Fondul Proprietatea (hereinafter “The Fund”) urges the Chamber of Deputies, as the decision-making chamber, to analyse the potential negative effects and to reject the draft bill on certain measures to protect national interests in the economic activity.
The piece of legislation, which intends to suspend all disposals of shares owned by the Romanian State for a period of 2 years, will seriously jeopardize Romania’s economic recovery by obstructing the development of the capital market and discouraging potential investments, a press release issued on Wednesday by this organization maintains.

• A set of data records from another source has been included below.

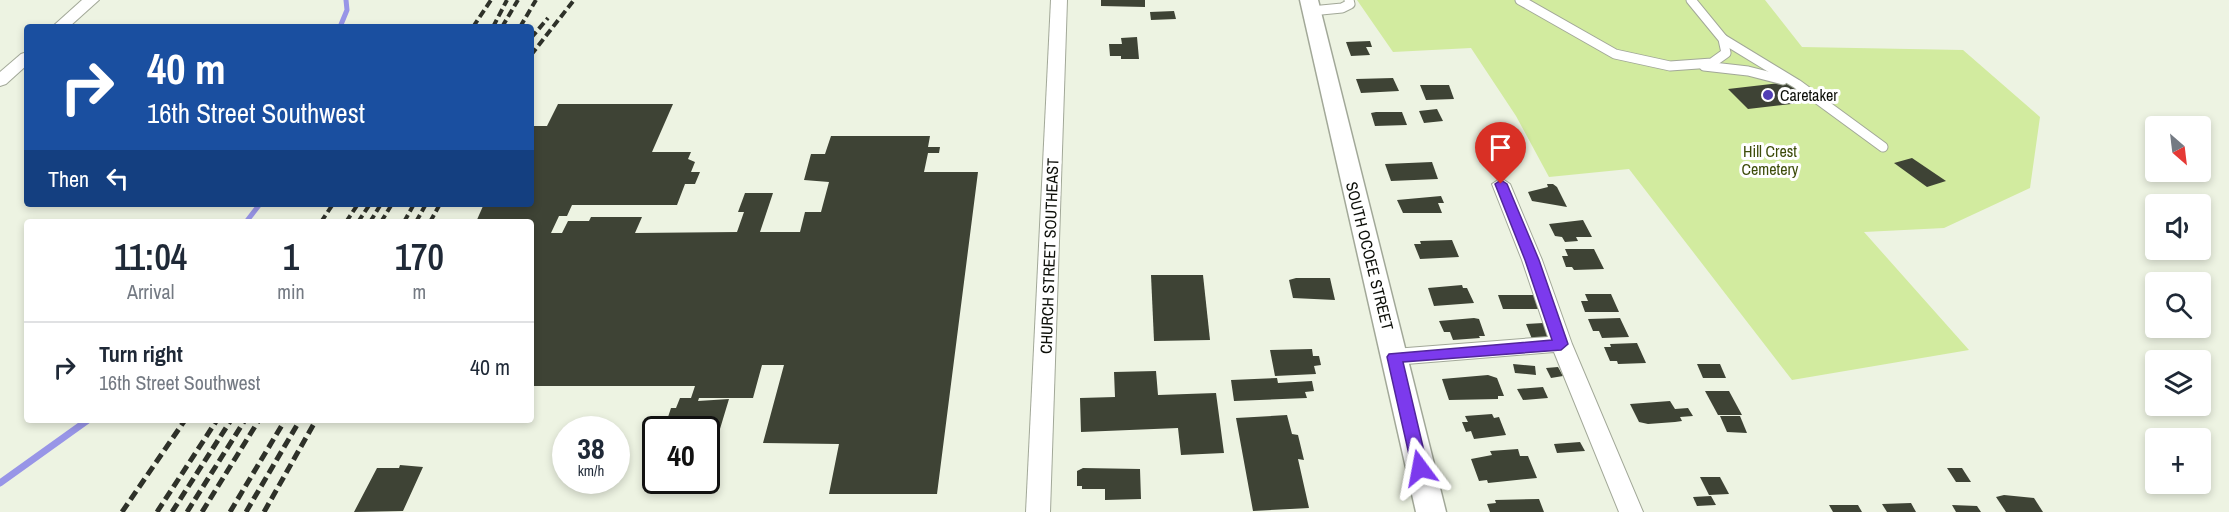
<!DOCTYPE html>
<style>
:root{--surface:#fff;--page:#f6f6f7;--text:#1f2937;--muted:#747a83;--line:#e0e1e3}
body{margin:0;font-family:"Archivo Narrow",sans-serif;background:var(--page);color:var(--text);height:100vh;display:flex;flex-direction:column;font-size:22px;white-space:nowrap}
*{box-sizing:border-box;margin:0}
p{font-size:20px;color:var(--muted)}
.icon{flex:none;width:33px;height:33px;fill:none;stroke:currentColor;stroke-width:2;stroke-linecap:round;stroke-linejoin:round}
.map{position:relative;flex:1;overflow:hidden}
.panel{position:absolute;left:24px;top:219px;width:510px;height:204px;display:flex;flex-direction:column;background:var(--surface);border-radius:6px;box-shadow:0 3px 9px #0003}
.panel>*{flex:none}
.guide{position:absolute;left:24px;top:24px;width:510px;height:183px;border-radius:6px;box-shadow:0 3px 9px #0003;background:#1a4fa0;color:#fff;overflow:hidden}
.needle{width:39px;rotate:152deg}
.tools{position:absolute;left:2145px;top:116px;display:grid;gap:12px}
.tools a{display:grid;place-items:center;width:66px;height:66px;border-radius:6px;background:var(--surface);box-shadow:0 3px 9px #0003;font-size:30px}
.speed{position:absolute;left:552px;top:416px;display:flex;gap:12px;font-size:30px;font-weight:700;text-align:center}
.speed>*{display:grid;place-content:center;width:78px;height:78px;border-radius:50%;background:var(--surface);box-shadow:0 3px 9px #0003;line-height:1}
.speed small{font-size:15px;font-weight:400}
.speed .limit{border:3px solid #111;border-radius:9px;background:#fff;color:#111}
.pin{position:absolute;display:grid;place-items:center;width:51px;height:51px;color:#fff;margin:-62px -26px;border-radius:50% 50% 50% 0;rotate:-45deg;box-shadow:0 0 6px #0007}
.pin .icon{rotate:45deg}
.me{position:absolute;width:66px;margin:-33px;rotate:347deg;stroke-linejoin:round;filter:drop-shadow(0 0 4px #0008)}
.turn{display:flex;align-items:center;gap:21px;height:126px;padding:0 24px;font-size:27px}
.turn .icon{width:78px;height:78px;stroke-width:2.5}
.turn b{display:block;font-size:42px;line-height:51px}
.then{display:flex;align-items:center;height:57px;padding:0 24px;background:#0003;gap:12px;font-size:22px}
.eta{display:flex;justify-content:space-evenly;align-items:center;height:102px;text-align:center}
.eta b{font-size:36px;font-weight:600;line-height:42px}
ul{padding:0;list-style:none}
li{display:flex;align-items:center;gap:18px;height:90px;padding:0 24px;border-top:2px solid var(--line)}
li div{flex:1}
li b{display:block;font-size:22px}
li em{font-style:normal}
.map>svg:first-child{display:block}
.green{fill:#d2eb9f}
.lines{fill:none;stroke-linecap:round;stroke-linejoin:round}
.stream-far1{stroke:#9895e7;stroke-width:5}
.stream{stroke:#9895e7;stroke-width:7}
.building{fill:#3e4335}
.service-casing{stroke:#a2a898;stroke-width:11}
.minor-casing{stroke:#a2a898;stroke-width:2}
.tertiary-casing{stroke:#a2a898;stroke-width:3}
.service{stroke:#fff;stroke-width:9}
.minor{fill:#fff;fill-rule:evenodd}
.tertiary{fill:#fff;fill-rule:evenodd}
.rail-far1{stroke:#2e3129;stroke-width:4;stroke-dasharray:8 4;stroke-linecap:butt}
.rail{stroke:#2e3129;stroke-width:5;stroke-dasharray:10 5;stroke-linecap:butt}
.route{fill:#7c3aed;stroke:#51269a;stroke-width:1.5}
.poi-dot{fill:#513eb5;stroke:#fff;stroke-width:2}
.labels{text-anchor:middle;stroke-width:6;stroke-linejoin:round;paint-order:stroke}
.poi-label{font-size:16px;fill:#0d0f09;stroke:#fff;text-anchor:start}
.park-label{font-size:16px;fill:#3d4c0a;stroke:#fff}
.street-label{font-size:16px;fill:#0d0f09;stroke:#fff}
</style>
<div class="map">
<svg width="2229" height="512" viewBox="0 0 2229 512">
<rect width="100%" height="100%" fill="#edf3e2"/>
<polygon class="green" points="1357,0 1765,0 1802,47 1963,50 2040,117 2030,188 1944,228 1864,232 1969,350 1792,380 1629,169 1549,177 1516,116 1471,48 1393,52"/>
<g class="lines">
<g class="stream-far1">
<polyline points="340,27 347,10 346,0"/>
<polyline points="246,222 260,204"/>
</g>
<polyline class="stream" points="0,483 88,420"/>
</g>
<g class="building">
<polygon points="1101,0 1145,0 1145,7 1101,6"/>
<polygon points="1174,11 1176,19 1151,20 1150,12"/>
<polygon points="1137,37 1139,59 1121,59 1121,56 1110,56 1109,44 1122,44 1121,38"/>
<polygon points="1370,41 1372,47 1366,47 1370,55 1351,56 1346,42"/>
<polygon points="1393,78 1399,91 1361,93 1356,79"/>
<polygon points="1788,82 1809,102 1748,109 1728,89"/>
<polygon points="1420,85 1449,85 1454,99 1426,100"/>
<polygon points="558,104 673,104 652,152 691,152 688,159 695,162 691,172 700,172 695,184 685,184 677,205 572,205 567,216 559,216 551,233 562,233 568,221 589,221 591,217 642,217 635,233 737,232 744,212 738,212 745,193 773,193 760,232 800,232 805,212 821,212 829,182 804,180 811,154 825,154 831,136 930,136 928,147 940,147 939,153 928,153 924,172 978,172 937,494 829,494 839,444 763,443 784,365 762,365 753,398 699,398 698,401 729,399 707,472 706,429 664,429 671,408 676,408 680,398 691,398 695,386 531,386 531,222 476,222 483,206 477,207 478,204 531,204 531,126 547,126"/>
<polygon points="1437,109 1443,121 1424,123 1419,111"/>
<polygon points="1376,112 1402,112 1407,125 1375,126 1371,113"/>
<polygon points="1912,158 1946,181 1927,187 1894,163"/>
<polygon points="1432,162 1438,179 1391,181 1385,164"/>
<polygon points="1547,184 1553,184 1557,187 1567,207 1532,201 1528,192 1548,187"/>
<polygon points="1441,196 1444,203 1438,203 1442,213 1403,213 1397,200"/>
<polygon points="1583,220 1592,237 1576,237 1578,241 1565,242 1562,237 1555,236 1549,224"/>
<polygon points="1452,240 1459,257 1420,259 1414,244 1421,244 1420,241"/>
<polygon points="1565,249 1594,249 1604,269 1574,270 1572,267 1566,267 1562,256 1568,256"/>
<polygon points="1151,275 1203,275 1210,340 1154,341"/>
<polygon points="1296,278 1330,278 1335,300 1293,298 1289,280"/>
<polygon points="1462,285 1463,288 1467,288 1474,303 1434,306 1428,288"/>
<polygon points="1585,294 1611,294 1619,312 1585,312 1581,301 1588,301"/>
<polygon points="1498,295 1537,295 1542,309 1503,309"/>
<polygon points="1474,318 1479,319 1485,336 1479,336 1480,338 1453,340 1450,332 1444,332 1439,321"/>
<polygon points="1620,318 1629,337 1602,338 1599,331 1593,331 1588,319"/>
<polygon points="1543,323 1550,338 1532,339 1526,324"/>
<polygon points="1637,343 1646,363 1618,364 1617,361 1610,361 1604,347 1611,347 1610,344"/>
<polygon points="1312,349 1313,356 1319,356 1321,365 1314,366 1316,374 1275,376 1270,350"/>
<polygon points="1513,364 1535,366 1536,375 1515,373"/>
<polygon points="1697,364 1720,364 1726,378 1703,378"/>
<polygon points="1558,367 1563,376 1551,378 1546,368"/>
<polygon points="1156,371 1158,395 1216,393 1224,453 1181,455 1178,428 1081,432 1080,398 1115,397 1114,372"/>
<polygon points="1488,375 1497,378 1504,396 1498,396 1498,399 1449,400 1442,379"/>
<polygon points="1277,378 1278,383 1312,381 1314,391 1305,392 1307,398 1234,401 1231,380"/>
<polygon points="1543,387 1548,398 1523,400 1517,389"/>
<polygon points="1705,391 1729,391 1742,415 1718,415"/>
<polygon points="1670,401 1675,409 1688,408 1693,416 1680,417 1682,421 1675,422 1648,424 1639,422 1630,404"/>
<polygon points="1492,414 1494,418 1499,417 1506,435 1474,439 1471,431 1466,432 1462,422 1468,422 1465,416"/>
<polygon points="1287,415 1292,434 1298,435 1304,460 1298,459 1309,508 1253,511 1236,418"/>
<polygon points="1720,416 1740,416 1747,433 1727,432"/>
<polygon points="1580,442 1585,451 1557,453 1554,444"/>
<polygon points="1518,449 1520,456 1528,456 1537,478 1488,483 1487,480 1479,481 1471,459 1492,455 1490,451"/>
<polygon points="400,465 423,467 403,511 354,512 377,468 399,468"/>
<polygon points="1083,468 1140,469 1141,499 1105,500 1105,489 1082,489 1082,486 1077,486 1077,471"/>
<polygon points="1947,468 1962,468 1971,482 1956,482"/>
<polygon points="1700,477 1720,477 1729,494 1709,495"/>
<polygon points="2004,495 2034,498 2043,512 2006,512 1996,497"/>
<polygon points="1711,496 1716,505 1697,506 1693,497"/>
<polygon points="1539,499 1544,512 1490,512 1487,504 1496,503 1495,500"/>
<polygon points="1911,503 1916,512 1887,512 1882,504"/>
<polygon points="1829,505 1858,505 1862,512 1833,512"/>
<polygon points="1952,505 1977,506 1981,512 1956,512"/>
</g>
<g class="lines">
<defs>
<g id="service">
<polyline points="1520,0 1615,54 1670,66 1712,63 1726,53 1723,39 1691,0"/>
<polyline points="1311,11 1342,8 1350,4 1349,0"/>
<polyline points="1723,39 1797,84 1883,147"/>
<polyline points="1704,66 1748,71 1783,80"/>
</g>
<g id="minor">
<polygon points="82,0 99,0 69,27 52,27"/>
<polygon points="1051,0 1067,0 1050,512 1026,512"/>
<polygon points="27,52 27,65 6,84 0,86 0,72 21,54"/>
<polygon points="1501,178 1510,184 1542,260 1572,344 1643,512 1619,512 1554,352 1394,365 1386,363 1383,357 1386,351 1394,349 1548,337 1522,260 1492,184"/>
</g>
<polygon id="tertiary" points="1300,0 1318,0 1446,512 1416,512"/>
</defs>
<use href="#service" class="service-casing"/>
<use href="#minor" class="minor-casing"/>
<use href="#tertiary" class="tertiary-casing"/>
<use href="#service" class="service"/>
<use href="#minor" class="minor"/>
<use href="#tertiary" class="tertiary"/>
<g class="rail-far1">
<polyline points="473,27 491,0"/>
<polyline points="493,27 507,0"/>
<polyline points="502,27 518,0"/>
<polyline points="520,27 536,0"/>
<polyline points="531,38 548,18"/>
<polyline points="531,55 574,0"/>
<polyline points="321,222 333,204"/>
<polyline points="346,222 358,204"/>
<polyline points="358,222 370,204"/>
<polyline points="370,222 381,204"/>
<polyline points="381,222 392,204"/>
<polyline points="404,222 414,204"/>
<polyline points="416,222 426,204"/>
<polyline points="430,222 440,204"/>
</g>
<g class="rail">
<polyline points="122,512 185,420"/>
<polyline points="157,512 217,420"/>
<polyline points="172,512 231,420"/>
<polyline points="187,512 245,420"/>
<polyline points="202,512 259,420"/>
<polyline points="230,512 285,420"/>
<polyline points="246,512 300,420"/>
<polyline points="264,512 316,420"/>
</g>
</g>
<polygon class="route" points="1501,180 1507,184 1539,260 1568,344 1561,350 1403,362 1428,468 1426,472 1415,472 1412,468 1387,357 1389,354 1552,340 1525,260 1495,184"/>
<circle class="poi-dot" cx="1768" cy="95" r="6"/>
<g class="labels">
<g class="poi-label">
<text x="1780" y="101">Caretaker</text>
</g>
<g class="park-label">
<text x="1770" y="157">Hill Crest<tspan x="1770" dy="18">Cemetery</tspan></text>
</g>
<g class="street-label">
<text transform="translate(1049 256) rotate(-88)" y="6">CHURCH STREET SOUTHEAST</text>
<text transform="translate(1370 256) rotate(76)" y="6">SOUTH OCOEE STREET</text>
</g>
</g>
</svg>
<div class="tools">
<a><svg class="needle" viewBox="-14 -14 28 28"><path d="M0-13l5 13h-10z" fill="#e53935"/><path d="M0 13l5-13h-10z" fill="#747a83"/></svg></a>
<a><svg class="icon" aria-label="sound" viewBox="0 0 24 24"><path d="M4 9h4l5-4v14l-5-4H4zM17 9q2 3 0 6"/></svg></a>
<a><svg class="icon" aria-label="search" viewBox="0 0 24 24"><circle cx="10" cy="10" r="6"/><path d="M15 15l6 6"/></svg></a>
<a><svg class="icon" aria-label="layers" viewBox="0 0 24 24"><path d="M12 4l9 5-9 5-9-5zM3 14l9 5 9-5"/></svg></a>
<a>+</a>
</div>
<div class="speed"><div>38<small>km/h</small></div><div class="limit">40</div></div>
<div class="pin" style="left:1501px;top:184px;background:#d93025"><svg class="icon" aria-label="arrive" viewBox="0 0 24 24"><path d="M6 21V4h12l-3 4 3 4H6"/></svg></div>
<svg class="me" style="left:1420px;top:468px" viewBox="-20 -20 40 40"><path d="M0-17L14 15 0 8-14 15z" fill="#7c3aed" stroke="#fff" stroke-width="4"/></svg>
<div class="guide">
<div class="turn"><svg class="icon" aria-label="right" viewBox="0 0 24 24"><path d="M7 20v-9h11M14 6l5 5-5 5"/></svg><div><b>40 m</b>16th Street Southwest</div></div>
<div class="then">Then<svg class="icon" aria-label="left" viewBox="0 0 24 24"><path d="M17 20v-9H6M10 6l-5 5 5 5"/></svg></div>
</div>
<section class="panel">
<div class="eta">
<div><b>11:04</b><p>Arrival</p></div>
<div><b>1</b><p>min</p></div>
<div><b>170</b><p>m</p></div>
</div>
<ul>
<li><svg class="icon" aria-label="right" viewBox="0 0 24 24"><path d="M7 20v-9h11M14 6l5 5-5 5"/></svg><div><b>Turn right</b><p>16th Street Southwest</p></div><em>40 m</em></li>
</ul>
</section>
</div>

While the legal initiative claims to protect Romania’s economic interests in difficult times, it is expected that due to its excessive nature it will have the complete opposite effect. Amongst others, it risks freezing ongoing procedures for listing SOEs (such as Hidroelectrica) on the Bucharest Stock Exchange, the completion of which will contribute significantly to the development of the Romanian capital market, will improve the implementation of corporate governance principles and its potential upgrade to emerging market status.
Commenting on the draft bill, Johan Meyer (photo), CEO of Franklin Templeton Investments and Portfolio Manager of Fondul Proprietatea said: “The capital market is a key component of any economy, and as such has the potential to greatly enhance the country’s recovery as the pandemic crisis subsides. It is disingenuous to attempt to introduce such obstacles that risk impeding a country’s economic potential. Simply put, obstructing the capital market means obstructing the economy. The local market has not seen a SOE listed since 2014. It is extremely disappointing to see another attempt to introduce legislation that would seriously complicate or potentially even freeze listings of SOEs, especially when considering that the benefits include higher transparency, accountability, better corporate governance and improved financing sources for all these companies. Listings also play a critical role in Romania’s potential upgrade to Emerging Market status, which risks being postponed indefinitely and means Romania would be sabotaging its own objective. If passed, the bill would send an extremely negative signal regarding efforts to maximise economic recovery potential and lack of political support for the development of the capital market in Romania. Once again, this will be snatching defeat from the jaws of victory.”
Other potential negative effects of the draft law includes:
- International “isolation” of Romania, resulting in adverse effects across the entire economy;
- Romanians and international investors will look for investment opportunities in countries with more welcoming capital markets;
- Romania’s country risk would increase, resulting in higher financing costs for the Ministry of Public Finance;
- Romanian pension funds would be forced to invest in equities abroad in search of greater diversity and promising returns, due to a lack of new issuers on the local stock exchange;
- The state budget, as well as large energy and infrastructure investments would lose a key source of financing.
Moreover, the draft law has been proposed without any due assessment of its impact and implicit risks. It would be extremely concerning and disappointing to see the repetition of past mistakes when major legislative changes were introduced without prior analysis, resulting not only in significant real economic damage but also to the image of Romania as an attractive investment destination.
Accordingly, Fondul Proprietatea urges the Chamber of Deputies to carefully consider the potential damaging effects on the capital market and the economy, and to categorically reject the bill on certain measures to protect national interests in the economic activity.